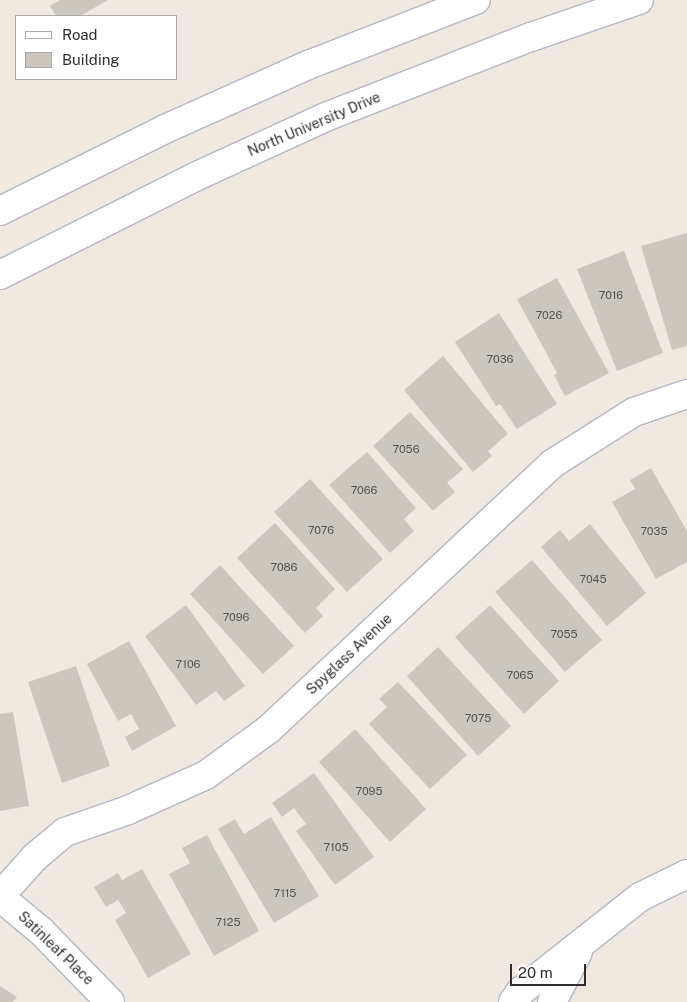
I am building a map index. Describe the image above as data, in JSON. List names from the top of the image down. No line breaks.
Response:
{"streets":{"street":["North University Drive","Spyglass Avenue","Satinleaf Place"]},"crossings":[["Spyglass Avenue","Satinleaf Place"]],"house_numbers":["7016","7026","7036","7056","7066","7076","7035","7086","7045","7096","7055","7106","7065","7075","7095","7105","7115","7125"],"legend":["Road","Building"],"scale_bar":"20 m"}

- TASK DESCRIPTION
Repeat the listing above verbatim, but exclude the pictures it contains.

- FINISHED TASK
I am building a map index. Describe the image above as data, in JSON. List names from the top of the image down. No line breaks.
Response:
{"streets":{"street":["North University Drive","Spyglass Avenue","Satinleaf Place"]},"crossings":[["Spyglass Avenue","Satinleaf Place"]],"house_numbers":["7016","7026","7036","7056","7066","7076","7035","7086","7045","7096","7055","7106","7065","7075","7095","7105","7115","7125"],"legend":["Road","Building"],"scale_bar":"20 m"}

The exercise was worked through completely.